- [What you should do]: What lines below hold the string "controls"? Copy them all.
Supplied material section start
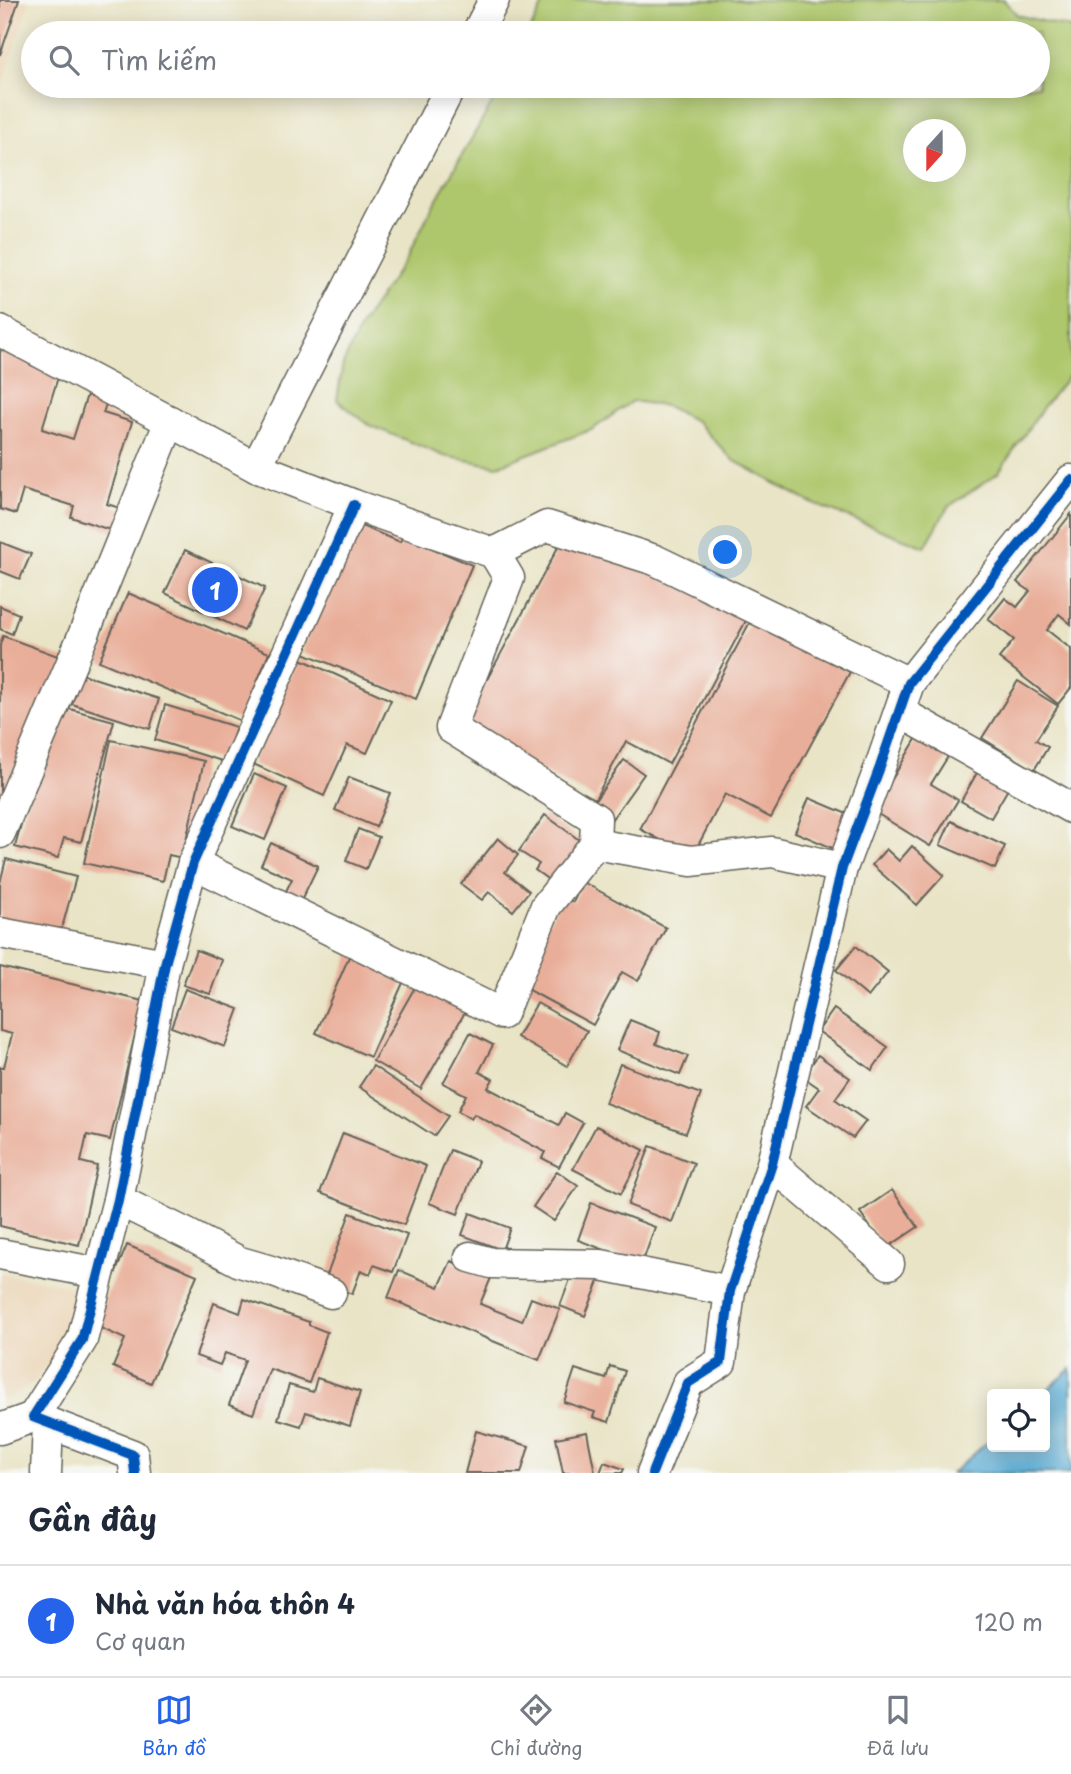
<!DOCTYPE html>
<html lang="vi">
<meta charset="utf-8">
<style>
:root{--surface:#fff;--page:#f6f6f7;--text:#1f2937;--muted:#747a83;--line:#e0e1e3;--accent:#2563eb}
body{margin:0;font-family:"Playpen Sans",sans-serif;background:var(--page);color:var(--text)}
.controls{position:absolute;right:21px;bottom:21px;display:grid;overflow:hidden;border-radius:7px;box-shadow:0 4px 18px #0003}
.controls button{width:63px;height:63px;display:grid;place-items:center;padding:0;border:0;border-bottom:2px solid var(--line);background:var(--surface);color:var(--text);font:35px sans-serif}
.compass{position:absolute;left:903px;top:119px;width:63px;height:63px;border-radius:50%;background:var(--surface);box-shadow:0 4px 18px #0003;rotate:201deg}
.you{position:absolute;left:726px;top:553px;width:24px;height:24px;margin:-18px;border:5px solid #fff;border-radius:50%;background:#1a73e8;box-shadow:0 0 0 10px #1a73e833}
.badge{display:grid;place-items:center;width:46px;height:46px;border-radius:50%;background:var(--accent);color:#fff;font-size:23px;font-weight:700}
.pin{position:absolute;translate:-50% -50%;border:4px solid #fff;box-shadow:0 2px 7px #0006}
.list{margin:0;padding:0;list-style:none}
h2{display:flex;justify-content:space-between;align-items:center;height:91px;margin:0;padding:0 28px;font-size:30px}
h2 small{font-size:23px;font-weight:400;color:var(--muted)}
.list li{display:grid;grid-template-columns:46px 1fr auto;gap:21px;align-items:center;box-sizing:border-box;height:112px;padding:0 28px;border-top:2px solid var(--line)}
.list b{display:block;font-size:26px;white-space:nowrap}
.list p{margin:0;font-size:23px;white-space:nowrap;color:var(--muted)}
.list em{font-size:23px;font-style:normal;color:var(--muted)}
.icon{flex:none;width:38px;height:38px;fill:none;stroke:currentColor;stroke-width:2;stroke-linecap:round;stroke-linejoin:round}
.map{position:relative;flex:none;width:1071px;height:1473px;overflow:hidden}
.search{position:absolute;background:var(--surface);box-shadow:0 4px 18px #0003;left:21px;right:21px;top:21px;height:77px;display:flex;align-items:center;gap:18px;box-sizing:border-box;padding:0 24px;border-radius:38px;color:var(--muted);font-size:26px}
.sheet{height:203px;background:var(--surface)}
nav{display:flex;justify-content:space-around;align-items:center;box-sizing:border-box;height:98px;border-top:2px solid var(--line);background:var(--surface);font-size:19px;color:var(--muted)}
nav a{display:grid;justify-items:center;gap:4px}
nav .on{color:var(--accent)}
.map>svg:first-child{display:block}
.built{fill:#ecd7ba}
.green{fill:#aec76c;stroke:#657244;stroke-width:2;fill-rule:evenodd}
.water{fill:#5badd6;stroke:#3c6479;stroke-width:2}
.building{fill:#e9ae99}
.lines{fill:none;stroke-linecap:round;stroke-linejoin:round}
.minor-casing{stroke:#646258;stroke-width:33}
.minor{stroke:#fff;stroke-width:30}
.cycleway-casing{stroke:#f6f6f2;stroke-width:15}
.cycleway{stroke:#0057b8;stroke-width:10}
</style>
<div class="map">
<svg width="1071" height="1473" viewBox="0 0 1071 1473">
<rect width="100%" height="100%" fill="#f6f6f2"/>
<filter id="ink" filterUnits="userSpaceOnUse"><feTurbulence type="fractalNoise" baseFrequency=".0143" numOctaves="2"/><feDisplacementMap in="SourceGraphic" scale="14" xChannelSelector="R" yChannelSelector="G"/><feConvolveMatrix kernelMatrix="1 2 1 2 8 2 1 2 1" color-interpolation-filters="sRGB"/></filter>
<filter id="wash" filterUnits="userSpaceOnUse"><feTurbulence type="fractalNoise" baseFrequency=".00686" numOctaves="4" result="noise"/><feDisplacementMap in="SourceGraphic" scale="28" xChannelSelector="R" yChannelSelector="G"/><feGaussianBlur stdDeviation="1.57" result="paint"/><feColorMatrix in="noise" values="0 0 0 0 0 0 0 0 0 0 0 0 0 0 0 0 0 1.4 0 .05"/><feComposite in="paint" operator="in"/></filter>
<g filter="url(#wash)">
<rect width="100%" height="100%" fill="#e9e4c6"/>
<g class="built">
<path d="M0,0H30L0,92Z"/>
<path d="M0,1273L66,1285L76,1301L57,1354L33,1383L0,1401Z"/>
</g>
<path class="green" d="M545,0H1004L1017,15L1071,28V373L1044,406L998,473L948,507L925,547L809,502L733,460L696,421L666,406L632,401L593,429L497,466L444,456L369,425L337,400L343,364L361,325L409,254L431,209L502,86H1038V33H529ZM914,130H956V172H914Z"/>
<path class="water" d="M1071,1369V1473H952L992,1438V1447H1045V1394H1042Z"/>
<g id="blocks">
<g class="building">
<path d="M0,0H19L0,55Z"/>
<path d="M2,347L33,357L31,365L59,374L42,429L73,439L87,395L107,401L103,413L132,422L107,504L123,509L116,532L71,517L74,506L23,490L16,514L0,509V353Z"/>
<path d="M1071,514V624L1059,614L1047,630L1071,649V688L1058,704L999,658L1014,640L988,619L1005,598L1017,607L1030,591L1017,582Z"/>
<path d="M354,523L400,542L403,536L472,565L416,699L301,652Z"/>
<path d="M564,536L748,617L669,764L626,741L595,799L461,728Z"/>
<path d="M0,542L31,554L20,579L0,571Z"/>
<path d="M185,550L265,588L244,631L165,593Z"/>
<path d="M128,593L269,653L241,721L99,661Z"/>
<path d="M0,606L19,614L12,634L0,629Z"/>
<path d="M751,620L850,672L771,818L725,794L692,857L640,829Z"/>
<path d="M3,636L66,659L0,808V645Z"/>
<path d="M299,658L391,700L367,753L347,745L324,796L251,763Z"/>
<path d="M81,674L159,699L150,729L72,704Z"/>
<path d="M1018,681L1058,706L1036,740L1048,747L1034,770L982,738Z"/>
<path d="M165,705L236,727L225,762L155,740Z"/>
<path d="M59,706L114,721L81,842L64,838L58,858L15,847L37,765Z"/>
<path d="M921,731L952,750L931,784L958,800L930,846L873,811Z"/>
<path d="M111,740L204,761L182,858L169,855L163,881L84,863Z"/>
<path d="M624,760L644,774L609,823L589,809Z"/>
<path d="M982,764L1012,782L991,818L961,801Z"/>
<path d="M254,774L287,788L265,840L232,826Z"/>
<path d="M349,777L390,793L376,827L335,810Z"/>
<path d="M809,798L852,816L837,850L795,832Z"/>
<path d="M545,815L586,845L557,886L535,870L539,864L519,851Z"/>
<path d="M951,821L1005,846L995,869L940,845Z"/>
<path d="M358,829L379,837L366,869L346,861Z"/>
<path d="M498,838L518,855L505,872L529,891L513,911L489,892L482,900L461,884Z"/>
<path d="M271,843L318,866L301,901L285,893L292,879L261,865Z"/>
<path d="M912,846L944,875L917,905L872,865L886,849L899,861Z"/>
<path d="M6,859L76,877L60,935L0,920V883Z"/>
<path d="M583,882L666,928L638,981L622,972L593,1025L516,983L563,896L573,902Z"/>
<path d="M856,946L888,972L868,997L836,970Z"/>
<path d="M196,950L222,960L210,994L183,985Z"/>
<path d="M351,952L406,976L370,1057L316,1033Z"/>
<path d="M0,967L143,1001L110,1140L87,1135L81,1162L97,1166L79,1245L0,1226V1067H4L12,1034L0,1031Z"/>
<path d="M419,980L468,1007L421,1089L373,1061Z"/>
<path d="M185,989L239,1009L225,1047L171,1027Z"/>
<path d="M537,1003L587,1031L567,1066L517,1037Z"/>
<path d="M834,1009L888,1047L872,1070L818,1031Z"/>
<path d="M630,1020L660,1032L656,1044L688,1056L680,1075L617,1050Z"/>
<path d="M470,1033L493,1045L479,1072L493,1079L488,1088L559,1125L565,1113L583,1123L559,1167L542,1158L545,1152L474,1114L471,1119L458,1111L466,1095L443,1083Z"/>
<path d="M818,1055L850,1078L835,1099L866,1121L853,1138L806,1106L819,1088L803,1077Z"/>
<path d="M620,1064L701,1094L686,1133L605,1103Z"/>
<path d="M373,1066L448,1116L434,1136L359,1087Z"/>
<path d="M596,1126L644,1150L621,1194L573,1169Z"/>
<path d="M343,1133L426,1166L404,1225L320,1193Z"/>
<path d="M650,1146L694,1163L672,1222L628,1205Z"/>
<path d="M450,1150L478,1161L458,1214L429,1203Z"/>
<path d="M557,1171L578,1186L554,1221L533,1207Z"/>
<path d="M892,1190L918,1227L885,1249L860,1212Z"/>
<path d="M591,1203L655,1227L642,1264L578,1240Z"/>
<path d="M350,1213L407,1235L393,1272L374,1265L370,1274L361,1270L352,1294L324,1283Z"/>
<path d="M470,1213L510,1228L502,1250L462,1235Z"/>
<path d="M127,1245L197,1275L151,1383L113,1367L125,1339L94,1325Z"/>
<path d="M451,1261L491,1278L480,1304L522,1321L531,1298L560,1309L539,1360L388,1298L399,1270L439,1287Z"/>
<path d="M574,1269L600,1279L585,1316L560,1306Z"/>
<path d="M244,1299L309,1322V1325L327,1332L309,1383L270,1369L253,1414L229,1405L245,1360L225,1353L220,1365L196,1356L214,1303L240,1313Z"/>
<path d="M610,1366L625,1371L609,1422L593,1417L595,1412L564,1402L575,1369L606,1379Z"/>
<path d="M317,1378L360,1392L350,1426L306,1412L301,1426L278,1419L289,1385L313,1392Z"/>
<path d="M476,1431L529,1446L521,1473H465Z"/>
<path d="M587,1432L595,1473H563L556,1438Z"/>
<path d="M604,1462L624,1469L622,1473H600Z"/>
</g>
</g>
</g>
<g filter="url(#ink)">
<use href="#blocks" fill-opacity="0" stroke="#646258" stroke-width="2"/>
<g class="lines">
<g class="minor-casing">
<g id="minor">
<path d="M477,33L494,0"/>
<path d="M0,331L256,467L354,505L494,553L547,526L655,560L909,683"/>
<path d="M256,467L451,86"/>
<path d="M494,553L509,578L451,728L596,819L595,844"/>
<path d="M900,712L1071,808"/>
<path d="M0,833L85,631L170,421"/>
<path d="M193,863L502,1014L546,906L595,844L691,861L772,852L842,868"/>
<path d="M0,933L165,964"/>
<path d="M772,1164L889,1264"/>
<path d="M118,1200L187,1234L240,1262L271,1271L331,1293"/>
<path d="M0,1254L98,1273"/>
<path d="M470,1257L491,1263L601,1265L730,1291"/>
<path d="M0,1429L33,1417"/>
<path d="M46,1473L48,1423"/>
<path d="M135,1473L133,1455L33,1417L82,1340L118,1200L165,964L193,863L354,505"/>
<path d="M652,1473L688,1383L721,1362L730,1291L772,1164L842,868L880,767L909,683L1071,480"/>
</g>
</g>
<use href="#minor" class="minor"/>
<g class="cycleway-casing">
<g id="cycleway">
<path d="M135,1473L133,1455L33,1417L82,1340L118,1200L165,964L193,863L354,505"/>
<path d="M652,1473L688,1383L721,1362L730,1291L772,1164L842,868L880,767L909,683L1071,480"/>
</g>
</g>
<use href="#cycleway" class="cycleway"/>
</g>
</g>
</svg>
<div class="controls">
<button><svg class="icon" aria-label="locate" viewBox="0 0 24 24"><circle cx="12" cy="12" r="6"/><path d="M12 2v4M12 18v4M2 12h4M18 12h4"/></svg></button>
</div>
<svg class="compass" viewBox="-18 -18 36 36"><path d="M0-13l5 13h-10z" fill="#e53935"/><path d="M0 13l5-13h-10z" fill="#747a83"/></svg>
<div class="you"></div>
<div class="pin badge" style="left:215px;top:590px">1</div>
<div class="search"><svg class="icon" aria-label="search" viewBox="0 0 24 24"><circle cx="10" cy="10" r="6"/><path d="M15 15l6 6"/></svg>Tìm kiếm</div>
</div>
<section class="sheet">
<h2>Gần đây<small></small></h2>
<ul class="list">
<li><span class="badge">1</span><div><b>Nhà văn hóa thôn 4</b><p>Cơ quan</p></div><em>120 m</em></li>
</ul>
</section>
<nav>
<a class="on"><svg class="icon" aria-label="map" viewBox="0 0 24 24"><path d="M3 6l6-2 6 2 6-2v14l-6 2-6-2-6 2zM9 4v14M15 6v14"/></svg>Bản đồ</a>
<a><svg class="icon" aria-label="directions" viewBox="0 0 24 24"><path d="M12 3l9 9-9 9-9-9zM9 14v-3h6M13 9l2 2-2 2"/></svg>Chỉ đường</a>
<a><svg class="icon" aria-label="saved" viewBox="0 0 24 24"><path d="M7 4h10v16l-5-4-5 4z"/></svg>Đã lưu</a>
</nav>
Supplied material section end
- [Response to this task]:
.controls{position:absolute;right:21px;bottom:21px;display:grid;overflow:hidden;border-radius:7px;box-shadow:0 4px 18px #0003}
.controls button{width:63px;height:63px;display:grid;place-items:center;padding:0;border:0;border-bottom:2px solid var(--line);background:var(--surface);color:var(--text);font:35px sans-serif}
<div class="controls">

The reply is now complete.